Single Dose of Azithromycin Reduces Maternal Sepsis or Death
Findings show a single oral dose of azithromycin, a common antibiotic, reduced the risk of maternal sepsis or death by 33 percent in women who delivered vaginally.
A-PLUS co-leads Alan Tita, M.D., Ph.D. and Waldemar A. Carlo, M.D.
Photography: Andrea MabryTen percent of maternal deaths are caused by infections that occur shortly before, during or after delivery. Maternal infections and sepsis, which is a serious complication of infections, are among the top five causes of maternal mortality worldwide. Maternal infection also increases the risk of neonatal sepsis, which accounts for 16 percent of newborn deaths.
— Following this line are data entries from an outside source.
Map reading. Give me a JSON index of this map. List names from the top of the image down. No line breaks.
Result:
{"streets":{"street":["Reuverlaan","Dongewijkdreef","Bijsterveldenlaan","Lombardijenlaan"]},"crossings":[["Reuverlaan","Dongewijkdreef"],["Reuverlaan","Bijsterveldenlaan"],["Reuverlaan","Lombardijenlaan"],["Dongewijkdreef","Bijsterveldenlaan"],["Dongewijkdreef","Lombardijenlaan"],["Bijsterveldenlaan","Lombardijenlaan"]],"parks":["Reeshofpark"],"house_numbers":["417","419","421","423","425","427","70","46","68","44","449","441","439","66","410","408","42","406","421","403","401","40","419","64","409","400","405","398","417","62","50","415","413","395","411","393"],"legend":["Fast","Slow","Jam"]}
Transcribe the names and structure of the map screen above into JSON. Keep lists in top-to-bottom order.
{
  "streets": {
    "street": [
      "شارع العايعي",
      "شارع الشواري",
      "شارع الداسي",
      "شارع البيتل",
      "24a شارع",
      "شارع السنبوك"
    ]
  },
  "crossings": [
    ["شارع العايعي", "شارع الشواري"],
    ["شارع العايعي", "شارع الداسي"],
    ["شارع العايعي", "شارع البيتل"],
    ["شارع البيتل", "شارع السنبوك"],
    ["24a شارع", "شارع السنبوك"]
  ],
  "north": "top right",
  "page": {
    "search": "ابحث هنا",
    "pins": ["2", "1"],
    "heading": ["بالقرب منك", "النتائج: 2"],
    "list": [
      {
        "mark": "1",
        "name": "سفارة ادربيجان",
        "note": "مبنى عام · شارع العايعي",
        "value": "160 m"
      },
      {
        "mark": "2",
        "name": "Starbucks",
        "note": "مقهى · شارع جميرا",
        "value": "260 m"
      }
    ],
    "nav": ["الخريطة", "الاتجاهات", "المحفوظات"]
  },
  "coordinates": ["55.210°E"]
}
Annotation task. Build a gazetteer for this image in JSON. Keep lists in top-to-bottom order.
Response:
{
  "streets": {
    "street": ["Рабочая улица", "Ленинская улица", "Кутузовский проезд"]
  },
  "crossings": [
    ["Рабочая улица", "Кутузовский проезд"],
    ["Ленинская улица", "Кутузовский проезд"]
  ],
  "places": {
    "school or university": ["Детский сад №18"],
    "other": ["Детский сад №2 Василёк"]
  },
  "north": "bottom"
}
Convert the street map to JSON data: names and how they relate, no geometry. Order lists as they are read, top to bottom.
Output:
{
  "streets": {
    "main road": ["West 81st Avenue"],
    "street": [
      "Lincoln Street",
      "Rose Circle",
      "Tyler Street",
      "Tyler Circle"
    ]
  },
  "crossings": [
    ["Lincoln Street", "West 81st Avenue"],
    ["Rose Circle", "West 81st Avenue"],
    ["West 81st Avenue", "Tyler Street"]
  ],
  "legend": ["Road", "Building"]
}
A new study published today in the New England Journal of Medicine provides evidence that a single oral dose of azithromycin, a common antibiotic, reduced the risk of maternal sepsis or death by 33 percent in women who delivered vaginally. The results from the Azithromycin Prevention in Labor Use Study, or A-PLUS, trial led by investigators at the University of Alabama at Birmingham enhances information from previous UAB-led trials, which showed azithromycin administered before cesarean delivery reduced maternal infections.
The multi-country, randomized trial was conducted at eight sites in seven low- and middle-income countries in Africa, Asia and Latin America. The study was funded by the National Institutes of Health and the Bill & Melinda Gates Foundation and conducted by the NICHD Global Network for Women’s and Children’s Health Research. Published results were presented simultaneously at the Society for Maternal-Fetal Medicine’s annual meeting in San Francisco, California.
“The World Health Organization and others have prioritized reducing maternal sepsis to reduce maternal deaths,” said Alan Tita, M.D., Ph.D., professor in the UAB Department of Obstetrics and Gynecology and director of the UAB Center for Women’s Reproductive Health and Mary Heersink Institute for Global Health, and associate dean for Global and Women’s Health. “Studies confirming the effectiveness of azithromycin for vaginal delivery, which is the most common mode of delivery, were lacking. We wanted to find a low-cost intervention that could be used globally to address this problem.”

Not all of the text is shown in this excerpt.